**ASSIGNMENT:** Only the lines below, from the one with "c.fill(path, 'evenodd');" through the one with "c.rotate((+turn || 0) * Math.PI / 180);", are to be written out, exactly.

**Dataset entries:**
==========

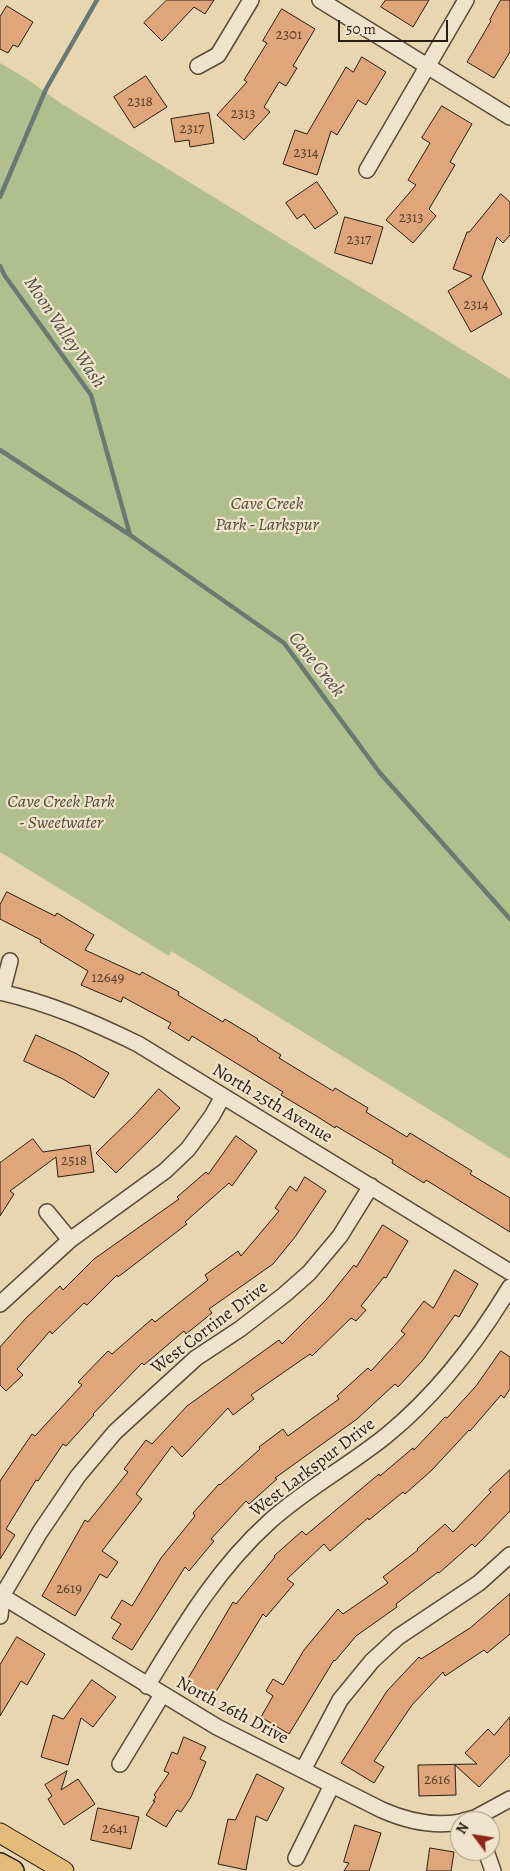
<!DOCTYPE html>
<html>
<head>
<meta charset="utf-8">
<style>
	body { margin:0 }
	#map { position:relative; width:510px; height:1871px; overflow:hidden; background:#e7d6af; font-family:Alegreya,serif }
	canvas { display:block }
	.north { position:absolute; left:450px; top:1811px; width:50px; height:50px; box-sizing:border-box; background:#efe4cb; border:1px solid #a09481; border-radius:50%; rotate:301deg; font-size:14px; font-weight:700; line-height:20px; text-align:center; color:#2a1d12 }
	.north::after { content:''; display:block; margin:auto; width:18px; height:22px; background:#8f2418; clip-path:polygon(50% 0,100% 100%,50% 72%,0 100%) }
	.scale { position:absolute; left:338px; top:20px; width:110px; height:22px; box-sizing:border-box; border:2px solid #2a1d12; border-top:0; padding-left:6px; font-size:15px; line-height:18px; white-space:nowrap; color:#2a1d12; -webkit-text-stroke:4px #efe4cb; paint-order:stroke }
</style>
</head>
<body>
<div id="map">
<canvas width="510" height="1871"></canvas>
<div class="north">N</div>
<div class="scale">50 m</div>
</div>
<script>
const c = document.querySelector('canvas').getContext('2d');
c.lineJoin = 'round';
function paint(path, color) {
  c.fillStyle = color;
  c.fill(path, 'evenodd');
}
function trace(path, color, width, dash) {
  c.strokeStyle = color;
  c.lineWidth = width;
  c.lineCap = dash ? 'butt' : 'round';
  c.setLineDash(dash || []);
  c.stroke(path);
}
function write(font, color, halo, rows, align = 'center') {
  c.font = font + ' Alegreya,serif';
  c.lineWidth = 4.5;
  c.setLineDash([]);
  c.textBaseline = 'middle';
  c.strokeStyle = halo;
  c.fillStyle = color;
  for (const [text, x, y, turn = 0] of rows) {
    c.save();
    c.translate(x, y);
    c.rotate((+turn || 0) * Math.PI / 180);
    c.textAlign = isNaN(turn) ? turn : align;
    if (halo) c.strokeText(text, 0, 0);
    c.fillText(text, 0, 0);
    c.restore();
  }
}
const green = new Path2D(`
	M 0,63 L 27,79 L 62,104 L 510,379 L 510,1159 L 171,951 L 169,956 L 0,852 Z`);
const stream = new Path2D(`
	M 0,197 L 46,89 L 97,0
	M 0,266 L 5,276 L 91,395 L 130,535
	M 0,450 L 130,535 L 284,643 L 380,773 L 510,919`);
const building = new Path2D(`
	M 167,0 L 214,0 L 205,14 L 194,7 L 162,41 L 144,23 Z
	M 386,0 L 429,0 L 413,27 L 381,7 Z
	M 501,0 L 510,0 L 510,52 L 494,78 L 467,62 L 491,21 L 490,20 Z
	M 7,6 L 33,22 L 18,47 L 13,45 L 8,53 L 0,49 L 0,17 Z
	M 282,9 L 315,29 L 293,66 L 297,68 L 286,86 L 279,82 L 264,107 L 270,112 L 244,140 L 217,115 L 247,82 L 244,80 L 267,43 L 263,41 Z
	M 362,57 L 386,72 L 366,105 L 358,100 L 337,135 L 331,131 L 317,175 L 283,164 L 295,130 L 307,134 L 346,67 L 353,72 Z
	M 146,76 L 167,107 L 134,128 L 114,97 Z
	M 442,106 L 472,124 L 450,162 L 455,165 L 429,209 L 436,216 L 413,243 L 386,220 L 416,185 L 408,180 L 430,143 L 422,138 Z
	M 209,113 L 214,143 L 190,147 L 189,140 L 175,142 L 171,119 Z
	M 317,182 L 338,213 L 315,229 L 304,214 L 297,219 L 286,203 Z
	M 501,194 L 510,202 L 510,235 L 503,243 L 497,237 L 482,278 L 502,314 L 471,332 L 448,291 L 472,276 L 453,269 L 467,232 L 469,232 Z
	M 345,217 L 383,227 L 372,264 L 335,253 Z
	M 7,892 L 55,916 L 57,913 L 94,935 L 85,950 L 140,975 L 142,972 L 179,992 L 178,995 L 223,1022 L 225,1019 L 258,1039 L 257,1040 L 281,1055 L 279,1058 L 333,1091 L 335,1088 L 368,1108 L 366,1112 L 407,1137 L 410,1133 L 472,1171 L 470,1174 L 510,1198 L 510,1232 L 426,1180 L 424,1183 L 392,1163 L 393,1160 L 336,1126 L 335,1128 L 318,1117 L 281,1095 L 283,1092 L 192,1036 L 189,1041 L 168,1028 L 171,1023 L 123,997 L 121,1002 L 81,985 L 88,971 L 40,942 L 41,940 L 0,919 L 0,905 Z
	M 36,1035 L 77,1054 L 109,1073 L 94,1098 L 63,1079 L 24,1061 Z
	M 159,1089 L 180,1108 L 155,1135 L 116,1173 L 96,1153 L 135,1115 Z
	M 236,1136 L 257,1151 L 232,1186 L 229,1183 L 185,1222 L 187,1224 L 118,1277 L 117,1275 L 87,1305 L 84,1303 L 52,1334 L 50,1331 L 17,1369 L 23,1375 L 6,1391 L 0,1385 L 0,1347 L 26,1318 L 60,1286 L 63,1290 L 94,1259 L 179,1199 L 177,1197 L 206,1172 L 208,1174 Z
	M 33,1139 L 43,1152 L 90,1145 L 94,1172 L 58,1177 L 56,1157 L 10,1191 L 14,1194 L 0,1216 L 0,1163 Z
	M 305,1177 L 326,1191 L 295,1237 L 273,1264 L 209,1309 L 212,1313 L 186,1334 L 184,1331 L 144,1365 L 142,1363 L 93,1414 L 94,1415 L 66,1446 L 63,1444 L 38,1481 L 36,1480 L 6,1529 L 15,1535 L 0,1559 L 0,1481 L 32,1434 L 35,1436 L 82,1385 L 78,1382 L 108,1351 L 112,1354 L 152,1319 L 155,1322 L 208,1280 L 205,1275 L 238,1251 L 241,1256 L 279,1211 L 275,1208 L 290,1186 L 296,1191 Z
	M 383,1225 L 408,1241 L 386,1278 L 384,1277 L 361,1306 L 366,1310 L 356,1321 L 351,1318 L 312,1356 L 310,1354 L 251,1395 L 254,1399 L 233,1415 L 228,1408 L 182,1457 L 172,1446 L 136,1494 L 142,1499 L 102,1551 L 118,1562 L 107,1578 L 100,1574 L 75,1616 L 42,1596 L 85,1520 L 88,1522 L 128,1472 L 124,1469 L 146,1440 L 152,1444 L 187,1406 L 279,1340 L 282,1344 L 326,1300 L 354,1265 L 356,1267 Z
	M 455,1270 L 478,1284 L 459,1317 L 455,1315 L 423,1360 L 398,1387 L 395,1384 L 357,1419 L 275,1478 L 277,1479 L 249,1504 L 246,1501 L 211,1539 L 214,1541 L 189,1571 L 185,1567 L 132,1650 L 112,1638 L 121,1624 L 111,1618 L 122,1600 L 132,1606 L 161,1558 L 195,1516 L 193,1513 L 219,1484 L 220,1485 L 260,1449 L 259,1447 L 283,1429 L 288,1436 L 339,1399 L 337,1396 L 368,1368 L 371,1371 L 405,1334 L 401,1331 L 424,1301 L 433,1308 Z
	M 501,1351 L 510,1357 L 510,1389 L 504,1398 L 501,1395 L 470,1431 L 469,1430 L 432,1470 L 405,1494 L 403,1492 L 369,1520 L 368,1518 L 330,1551 L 324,1544 L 287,1579 L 294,1584 L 266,1617 L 263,1614 L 212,1698 L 186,1682 L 233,1602 L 236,1604 L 275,1557 L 274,1556 L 302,1531 L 306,1535 L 379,1474 L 380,1476 L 413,1448 L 414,1450 L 445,1417 L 447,1418 L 476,1386 Z
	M 510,1470 L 510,1511 L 475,1547 L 472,1544 L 439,1573 L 438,1572 L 396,1604 L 397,1607 L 356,1636 L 335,1661 L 334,1660 L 289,1734 L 261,1717 L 273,1696 L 266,1691 L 273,1679 L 283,1685 L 304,1650 L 338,1609 L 343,1614 L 388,1583 L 383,1577 L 418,1550 L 417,1549 L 445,1524 L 453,1532 L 491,1492 L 489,1490 Z
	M 510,1594 L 510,1634 L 487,1653 L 484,1650 L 445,1676 L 443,1672 L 412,1705 L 374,1761 L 384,1767 L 374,1783 L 341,1763 L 387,1691 L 419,1657 L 421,1659 L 470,1628 Z
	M 17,1637 L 45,1654 L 27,1685 L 21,1681 L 0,1716 L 0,1665 Z
	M 92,1680 L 116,1697 L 93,1727 L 81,1718 L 68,1765 L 41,1757 L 53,1715 L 63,1719 Z
	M 510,1717 L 510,1755 L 479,1787 L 455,1765 L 456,1795 L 419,1796 L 418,1765 L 477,1764 L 465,1753 L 488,1729 L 494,1735 Z
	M 184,1737 L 206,1747 L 200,1759 L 206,1762 L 191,1797 L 181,1812 L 177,1810 L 166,1827 L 146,1815 L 155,1801 L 153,1801 L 156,1797 L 154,1795 L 169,1773 L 164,1771 L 172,1752 L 177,1754 Z
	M 67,1771 L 61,1790 L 78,1779 L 95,1804 L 64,1825 L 48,1799 L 52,1796 L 45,1785 Z
	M 257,1774 L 284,1788 L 267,1821 L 256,1816 L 246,1870 L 218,1864 L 228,1819 L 235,1820 Z
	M 98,1808 L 139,1817 L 131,1849 L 91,1840 Z
	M 355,1825 L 381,1833 L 369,1871 L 344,1871 L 349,1863 L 344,1862 Z
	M 430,1848 L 454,1852 L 451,1871 L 427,1871 Z`);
const minor = new Path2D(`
	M 320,0 L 510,117
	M 198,66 L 218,55 L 251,0
	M 367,170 L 466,0
	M 0,992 C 49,1003 93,1022 138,1044 L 510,1272
	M 2,992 L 10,961
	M 47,1212 L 70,1240
	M 0,1304 L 70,1240 L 165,1171 L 188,1149 L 212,1116 L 223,1096
	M 0,1595 L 217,1727 L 382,1810 C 407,1821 433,1827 460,1822
	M 0,1616 L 2,1596 L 40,1532 L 78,1476 L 115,1432 L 196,1358 L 240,1329 L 284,1295 L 309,1273 L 340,1236 L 371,1186
	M 147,1686 C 183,1627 217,1569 269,1522 C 305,1489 349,1466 387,1435 C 437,1394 477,1342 510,1287
	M 120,1764 L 162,1695
	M 303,1770 L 340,1700 L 372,1661 L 398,1637 L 479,1583 L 510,1555
	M 463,1821 L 475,1818 L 510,1799
	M 486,1851 L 493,1871
	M 296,1858 L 332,1785`);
const major = new Path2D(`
	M 0,1833 L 64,1871`);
const highway = new Path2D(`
	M 0,1864 L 13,1871`);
const numberNames = [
	["2301",289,35],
	["2318",140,102],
	["2313",243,114],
	["2317",192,129],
	["2314",306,153],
	["2313",411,218],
	["2317",359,240],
	["2314",476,305],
	["12649",108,978],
	["2518",74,1161],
	["2619",69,1589],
	["2616",437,1780],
	["2641",115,1829]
];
const parkNames = [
	["Cave Creek",267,505],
	["Park - Larkspur",267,526],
	["Cave Creek Park",61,803],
	["- Sweetwater",61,824]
];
const streetNames = [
	["North 25th Avenue",272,1104,31],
	["West Corrine Drive",210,1328,-37],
	["West Larkspur Drive",313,1468,-37],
	["North 26th Drive",232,1711,28]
];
const waterNames = [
	["Moon Valley Wash",64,333,56],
	["Cave Creek",316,665,51]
];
paint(green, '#b1bf8e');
trace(stream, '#6c7973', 4.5);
paint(building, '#dea67a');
trace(building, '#2a1d12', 1);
trace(minor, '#594b39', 18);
trace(major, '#2a1d12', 21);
trace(highway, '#2a1d12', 24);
trace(minor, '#efe4cb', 15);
trace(major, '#e4bb78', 19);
trace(highway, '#e4bb78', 21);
write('15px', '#573f2c', null, numberNames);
write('italic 18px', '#524e37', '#efe4cb', parkNames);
write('18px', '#2a1d12', '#efe4cb', streetNames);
write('italic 19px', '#4b4b42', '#efe4cb', waterNames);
</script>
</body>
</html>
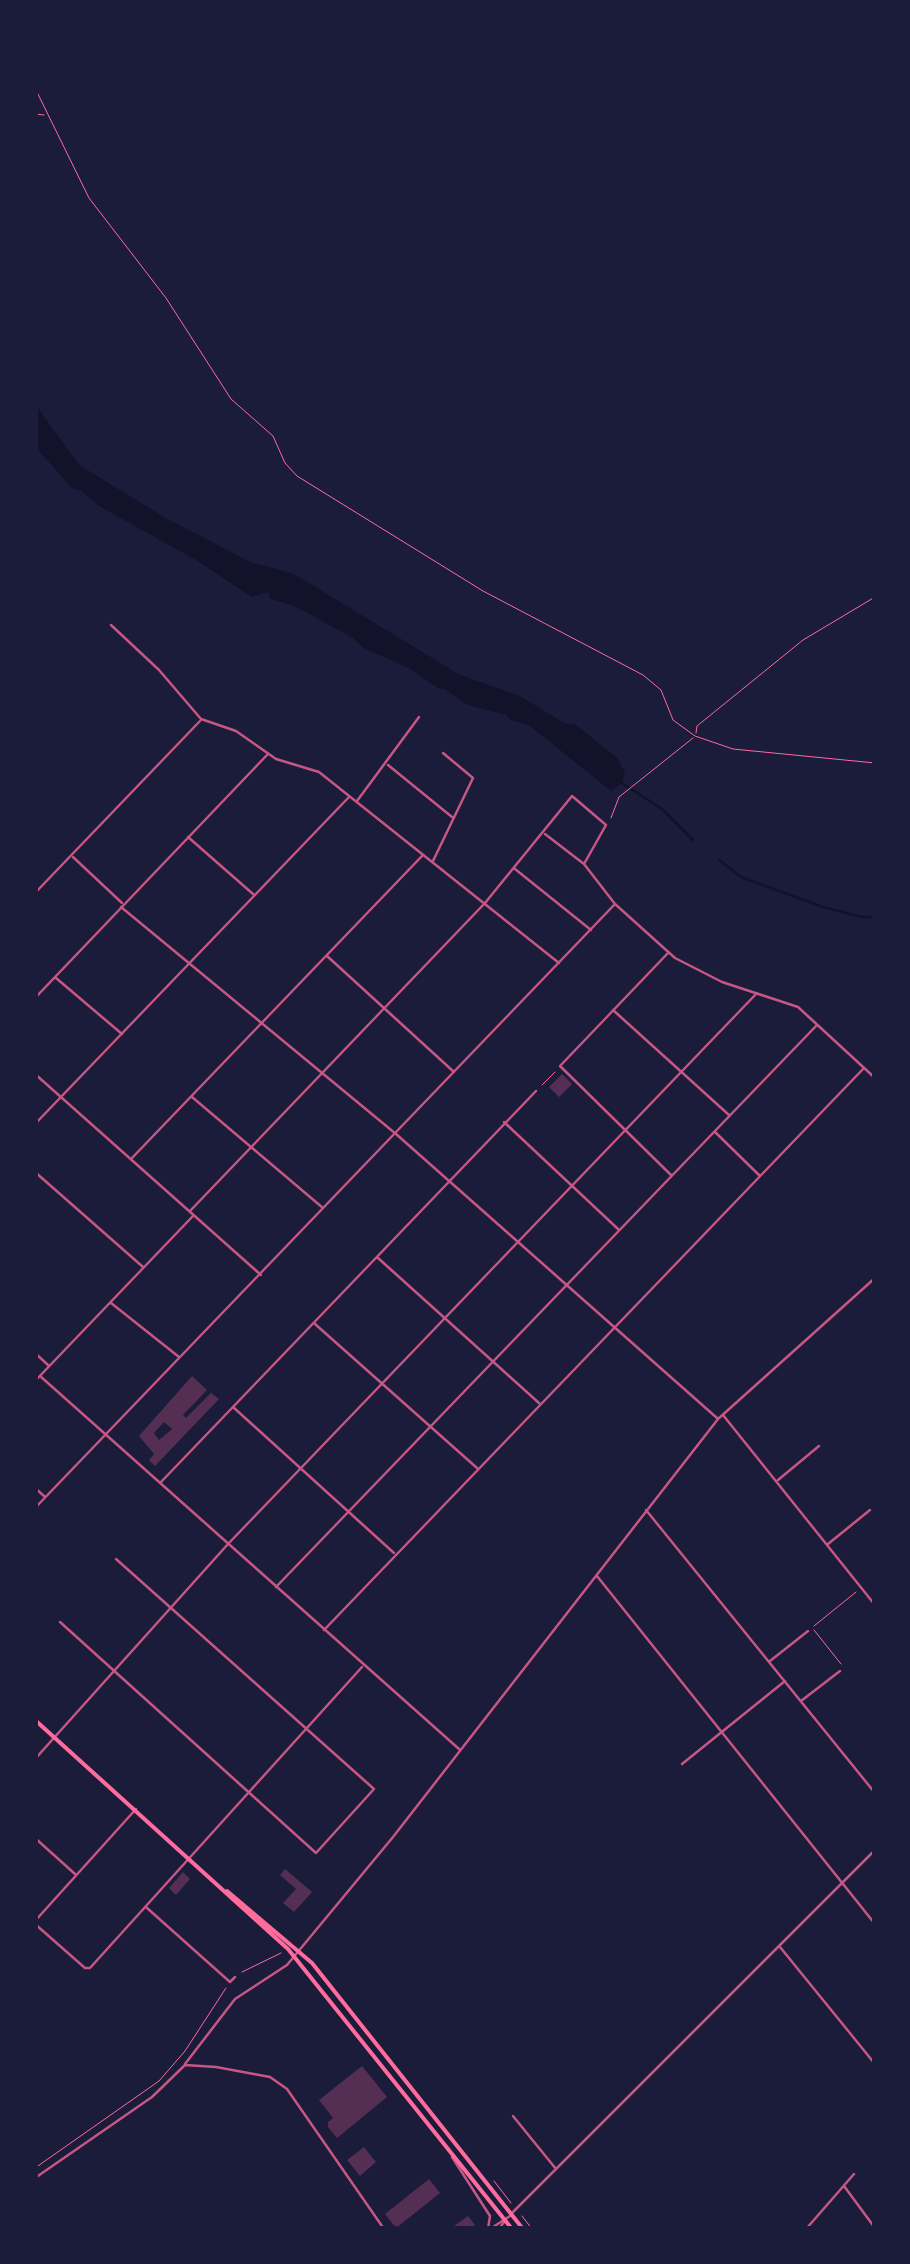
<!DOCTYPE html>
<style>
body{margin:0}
#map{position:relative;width:910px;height:2264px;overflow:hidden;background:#1b1b3a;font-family:Signika,sans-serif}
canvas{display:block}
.frame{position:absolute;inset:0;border:38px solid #1b1b3a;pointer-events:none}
</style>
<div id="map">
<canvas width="910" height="2264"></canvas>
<div class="frame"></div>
</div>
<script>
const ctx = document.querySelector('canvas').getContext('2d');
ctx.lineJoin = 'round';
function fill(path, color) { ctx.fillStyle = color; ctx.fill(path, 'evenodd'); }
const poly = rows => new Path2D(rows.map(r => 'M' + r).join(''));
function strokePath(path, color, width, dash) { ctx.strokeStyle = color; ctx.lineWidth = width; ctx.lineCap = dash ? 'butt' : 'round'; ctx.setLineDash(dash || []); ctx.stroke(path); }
const water = poly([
 [35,404,79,465,164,517,250,562,294,574,460,675,520,696,564,723,576,725,617,758,625,772,622,783,611,791,529,725,510,720,507,715,468,705,445,689,439,689,411,669,364,648,353,638,295,606,270,599,268,592,252,597,196,560,99,506,80,490,72,488,39,451,35,443]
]);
const stream = poly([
 [622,783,662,809,693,840],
 [719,860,741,877,823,907,862,917,875,917]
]);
const building = poly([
 [562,1074,572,1084,559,1097,549,1087],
 [192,1376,207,1390,183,1415,186,1418,211,1393,219,1399,155,1466,149,1460,154,1454,139,1436],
 [164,1422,172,1429,159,1440,154,1433],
 [285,1869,312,1892,294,1912,283,1903,296,1889,280,1875],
 [183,1872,190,1879,176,1895,169,1888],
 [362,2066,387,2097,337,2138,328,2127,328,2122,333,2118,319,2100],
 [364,2147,376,2162,360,2176,347,2160],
 [429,2179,440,2193,396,2228,385,2214],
 [468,2216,475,2225,469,2229,450,2229]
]);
const path = poly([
 [35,88,89,198,166,298,231,399,273,436,285,463,297,476,483,591,643,675,661,690,673,720,695,736,733,749,875,763],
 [35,114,44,115],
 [696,733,697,726,803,640,875,597],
 [611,818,619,797,693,738],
 [542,1085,555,1072],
 [814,1626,856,1592],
 [814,1630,841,1664],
 [242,1972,281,1953],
 [35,2168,159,2081,185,2051,226,1988],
 [494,2181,511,2203],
 [522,2216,532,2229]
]);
const minor = poly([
 [111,625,159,670,201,719,236,731,276,759,319,772,559,963],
 [388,765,452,817],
 [357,801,419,717],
 [545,834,584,864,615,904,675,958,722,982,798,1007,875,1078],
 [188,837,253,894],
 [73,857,122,903],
 [433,861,473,778,443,753],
 [515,869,591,930],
 [35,893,200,721],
 [121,907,396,1134,717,1418],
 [668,953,560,1066,671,1175],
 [327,956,454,1072],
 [56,978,122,1034],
 [35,998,267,755],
 [613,1010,729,1115],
 [35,1074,261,1275],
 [192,1097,323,1208],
 [504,1122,618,1229],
 [35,1124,349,797],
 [715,1132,759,1175],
 [131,1159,422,856],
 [35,1172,143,1267],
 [190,1211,485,903,572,796,606,825,584,864],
 [378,1258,539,1403],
 [111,1303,179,1357],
 [315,1324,477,1468],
 [35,1353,48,1365],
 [40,1376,459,1749],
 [35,1381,193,1216],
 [233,1407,394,1553],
 [723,1415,875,1605],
 [778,1480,819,1446],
 [161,1482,536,1091],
 [35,1488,44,1496],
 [35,1508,615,904],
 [646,1510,875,1793],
 [828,1544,870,1510],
 [597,1576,875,1924],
 [276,1587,817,1025],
 [60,1622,316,1853,374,1789,116,1559],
 [324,1630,864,1068],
 [770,1661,808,1631],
 [801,1701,840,1671],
 [35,1759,228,1544,757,993],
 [682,1764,785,1681],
 [35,1838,75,1874],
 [147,1908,230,1982,235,1977],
 [35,1921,136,1809],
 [35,1924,85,1968,90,1968,362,1667],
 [780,1947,875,2064],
 [185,2064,235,1999,287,1965,393,1837,718,1419,875,1278],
 [513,2116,556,2169],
 [844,2186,875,2228],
 [512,2213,875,1850],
 [806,2229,854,2174]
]);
const tertiary = poly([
 [452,2157,490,2216,488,2229],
 [35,2178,152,2097,185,2065,216,2067,270,2077,287,2089,384,2229],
 [490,2229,510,2216],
 [499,2229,504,2222]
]);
const primary = poly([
 [35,1720,288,1949,512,2229],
 [227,1891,312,1963,523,2229]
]);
fill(water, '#12122b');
strokePath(stream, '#12122b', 2.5);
fill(building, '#542f53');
strokePath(path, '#ff6b9d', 1);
strokePath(minor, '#c65784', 2.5);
strokePath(tertiary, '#c65784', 2.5);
strokePath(primary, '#ff6b9d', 4);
</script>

==========

**TASK RESULT:**
  c.fill(path, 'evenodd');
}
function trace(path, color, width, dash) {
  c.strokeStyle = color;
  c.lineWidth = width;
  c.lineCap = dash ? 'butt' : 'round';
  c.setLineDash(dash || []);
  c.stroke(path);
}
function write(font, color, halo, rows, align = 'center') {
  c.font = font + ' Alegreya,serif';
  c.lineWidth = 4.5;
  c.setLineDash([]);
  c.textBaseline = 'middle';
  c.strokeStyle = halo;
  c.fillStyle = color;
  for (const [text, x, y, turn = 0] of rows) {
    c.save();
    c.translate(x, y);
    c.rotate((+turn || 0) * Math.PI / 180);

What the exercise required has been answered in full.